Vor zehn Jahren begannen wir, die NIST CSF als Grundlage für unser Rapid Security Assessment zu verwenden. Damals war das Framework für uns in erster Linie ein Werkzeug, um Ordnung in eine oft verwirrende Welt zu bringen. Die Sicherheitsanforderungen wurden immer komplexer. Viele Organisationen wussten nicht, wo sie anfangen sollten. Der Rahmen half uns, ein gemeinsames Verständnis zu schaffen und spezifische Lücken zu identifizieren. Heute, nach vielen Jahren praktischer Anwendung, hat sich unsere Herangehensweise an den Rahmen erheblich verändert. Wir sehen ihn nicht als starres Raster, sondern als modularen Aufbau, den wir je nach Unternehmensgrösse, Branche und Risikoprofil individuell anpassen. Dieser Ansatz bietet insbesondere für kleine und mittlere Unternehmen Vorteile. Diese Unternehmen verfügen selten über umfassende Sicherheitsressourcen. Sie brauchen pragmatische Lösungen, die schnell greifen. Unser Ansatz verzichtet bewusst auf komplexe Reifegradmodelle oder langwierige Audits. Stattdessen setzen wir auf präzise Bewertungen, konkrete Handlungsempfehlungen und verständliche Sprache. Ziel ist es, Sicherheit greifbar und praktikabel zu machen, auch ohne eigene Sicherheitsabteilung oder langjährige Erfahrung im Bereich der Cybersecurity.

Wie funktionieren Rapid Security Assessments (RSA)

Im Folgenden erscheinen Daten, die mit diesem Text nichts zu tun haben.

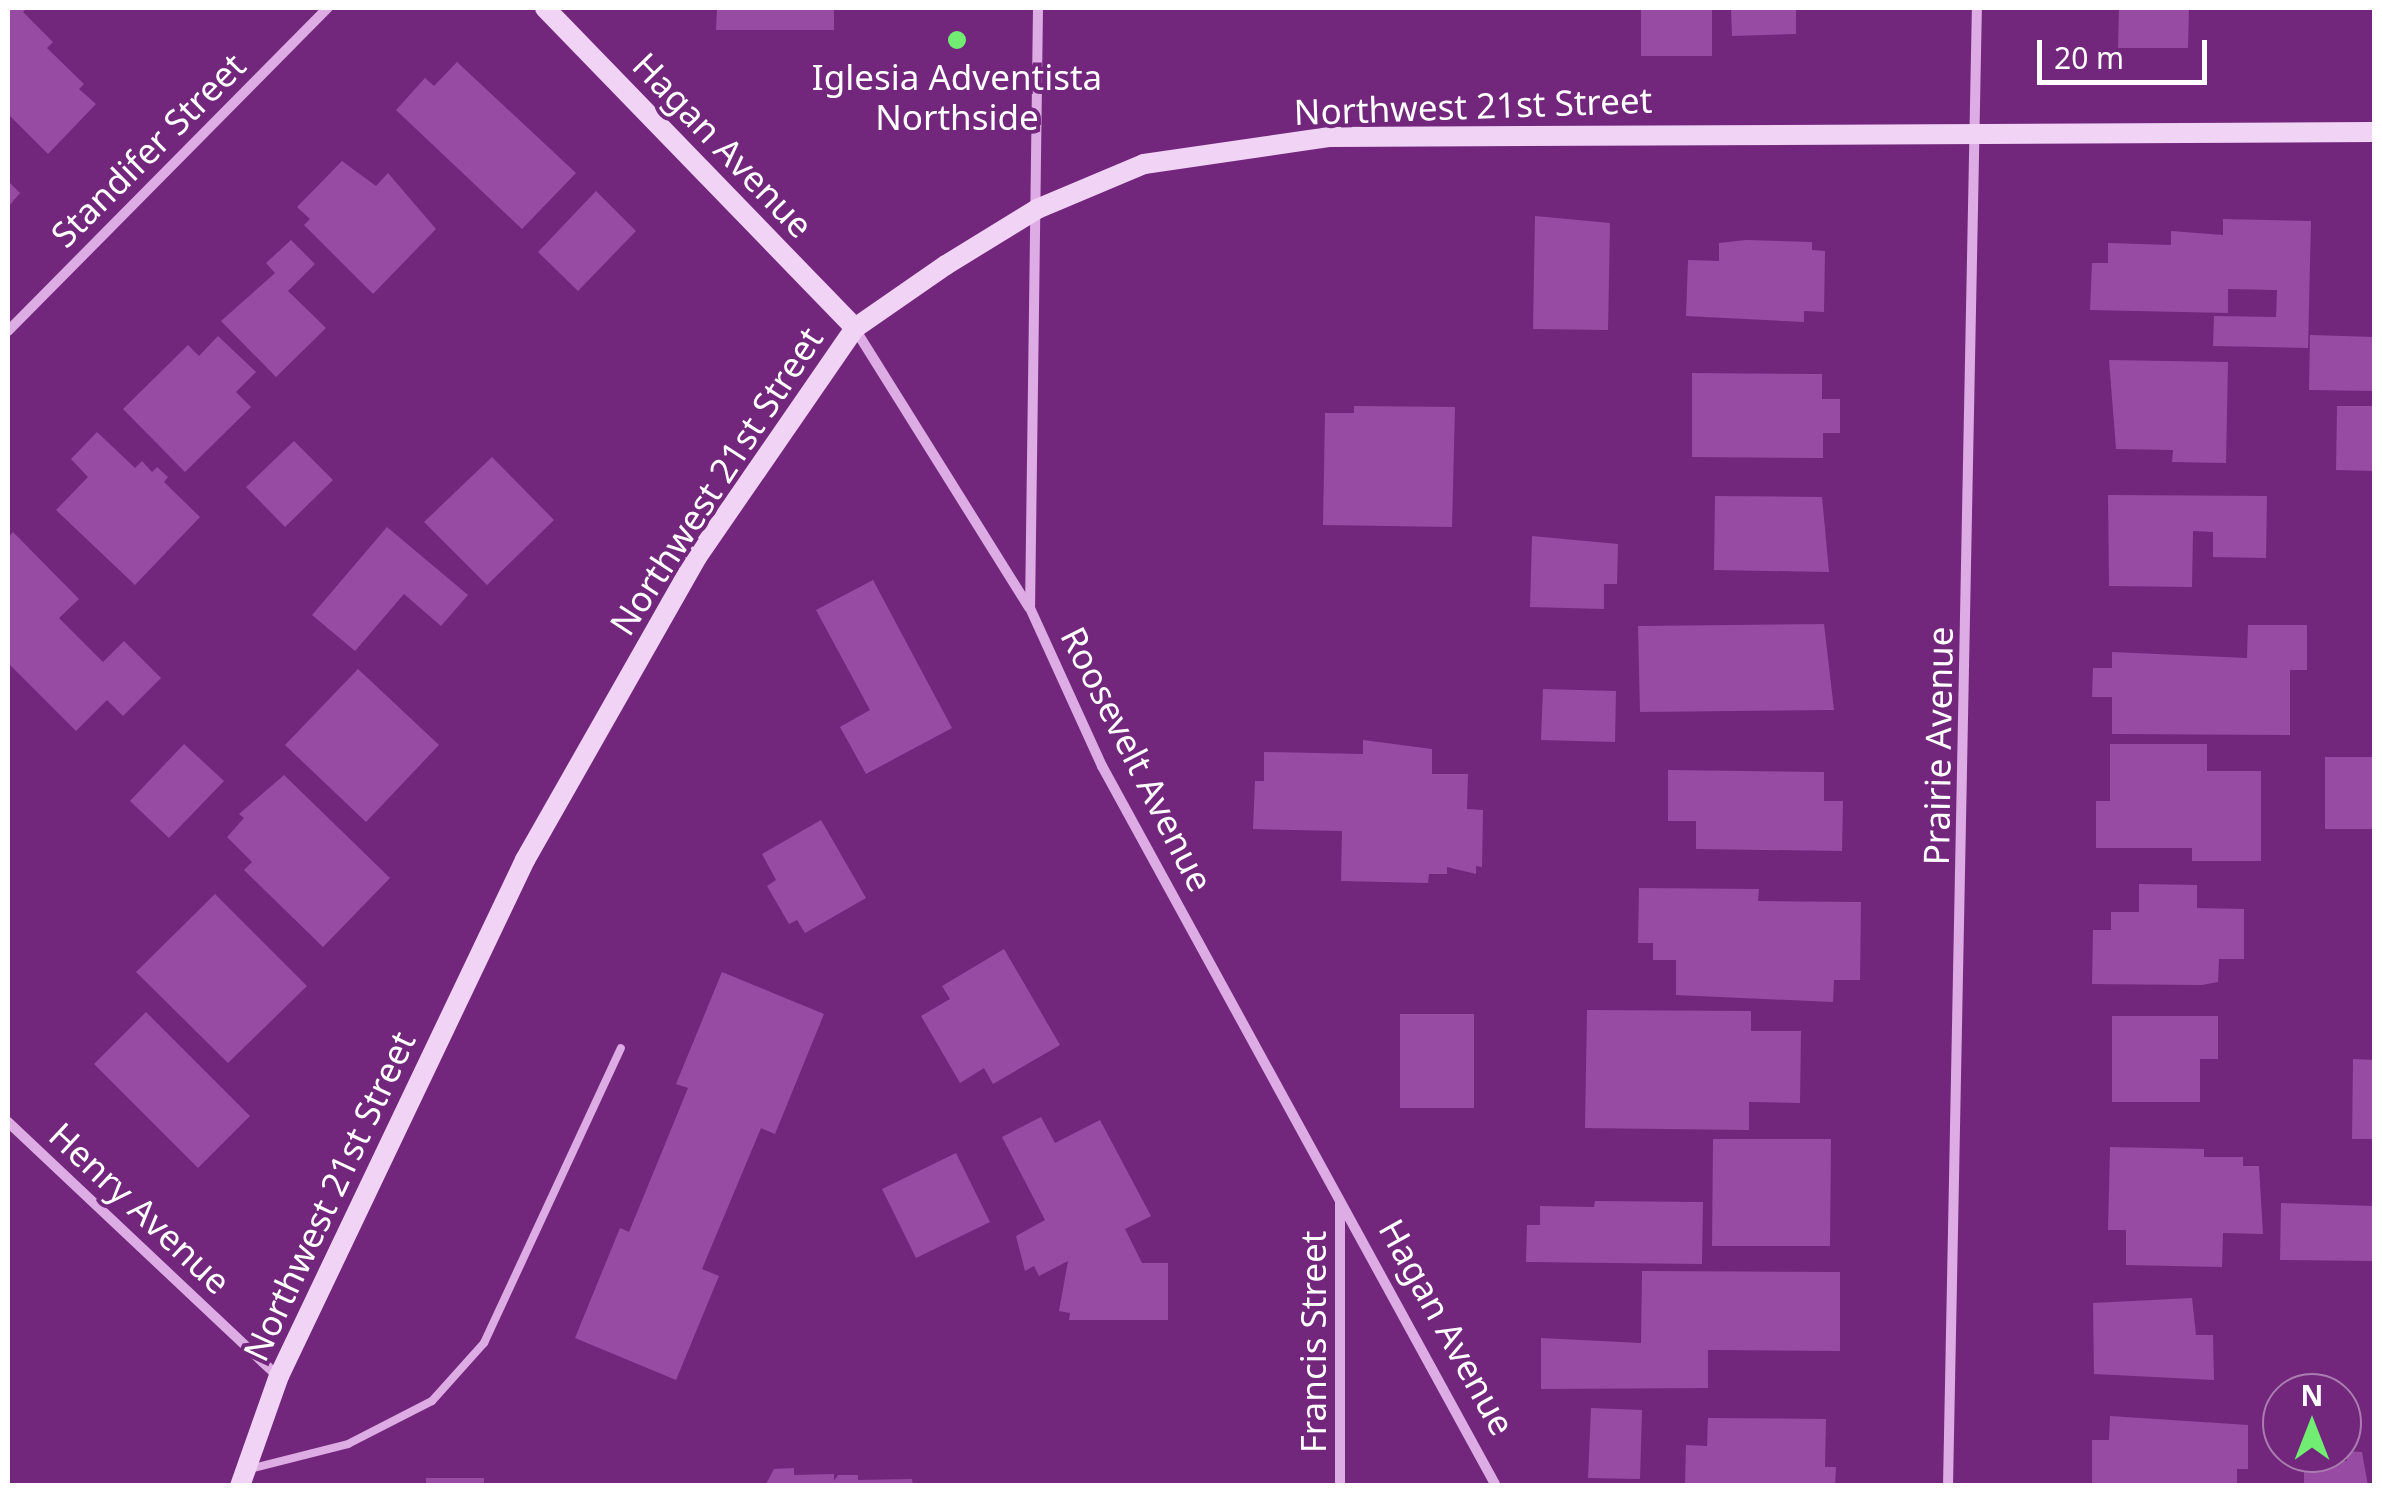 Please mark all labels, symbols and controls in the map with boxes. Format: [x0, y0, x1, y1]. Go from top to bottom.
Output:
scale bar [2042, 20, 2212, 82]
marker: Iglesia Adventista Northside [946, 29, 968, 51]
text: 20 m [2054, 37, 2124, 78]
street label: Standifer Street [42, 44, 254, 256]
street label: Hagan Avenue [624, 44, 822, 246]
place label: Iglesia Adventista Northside [812, 56, 1102, 138]
street label: Northwest 21st Street [1293, 79, 1653, 133]
street label: Northwest 21st Street [601, 319, 831, 643]
street label: Roosevelt Avenue [1052, 620, 1222, 898]
street label: Prairie Avenue [1915, 626, 1961, 866]
street label: Northwest 21st Street [234, 1025, 424, 1367]
street label: Henry Avenue [41, 1114, 239, 1302]
street label: Hagan Avenue [1370, 1212, 1524, 1442]
street label: Francis Street [1292, 1231, 1334, 1453]
north arrow [2262, 1373, 2362, 1473]
text: N [2301, 1376, 2323, 1414]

Rapid Security Assessments (RSA) ist ein Ansatz zur schnellen und präzisen Bewertung der Sicherheitslage eines Unternehmens. Die Methode basiert auf dem NIST CSF und ist bewusst so aufgebaut, dass sie in kurzer Zeit umsetzbare Erkenntnisse liefert. Der Schwerpunkt liegt nicht auf technischen Details, sondern auf der systematischen Bewertung von Risiken. Wir kombinieren strukturierte Interviews, Dokumentenanalyse und gezielte technische Überprüfungen. Anstatt einer starren Checkliste zu folgen, passen wir unseren Ansatz an die spezifischen Bedürfnisse jeder Organisation an und verwenden gegebenenfalls reduzierte oder massgeschneiderte Prüfungen zur Bewertung der CSF-Kontrollen. Unsere Arbeit mit den Kunden ist sehr kooperativ. In Workshops und Diskussionen ermitteln wir gemeinsam mit dem Unternehmen, welche Bedrohungen wirklich relevant sind. Faktoren wie die Branche, das Geschäftsmodell und die aktuelle Bedrohungslage spielen dabei eine wichtige Rolle. Auf dieser Grundlage erstellen wir einen prägnanten Bericht mit klar priorisierten Empfehlungen. So erhalten Unternehmen nicht nur ein Sicherheitsinventar, sondern auch eine konkrete Grundlage für fundierte Entscheidungen. Das Rapid Security Assessment (RSA) hilft Unternehmen, begrenzte Ressourcen effektiv zu verteilen und dort zu investieren, wo der grösste Nutzen erzielt werden kann.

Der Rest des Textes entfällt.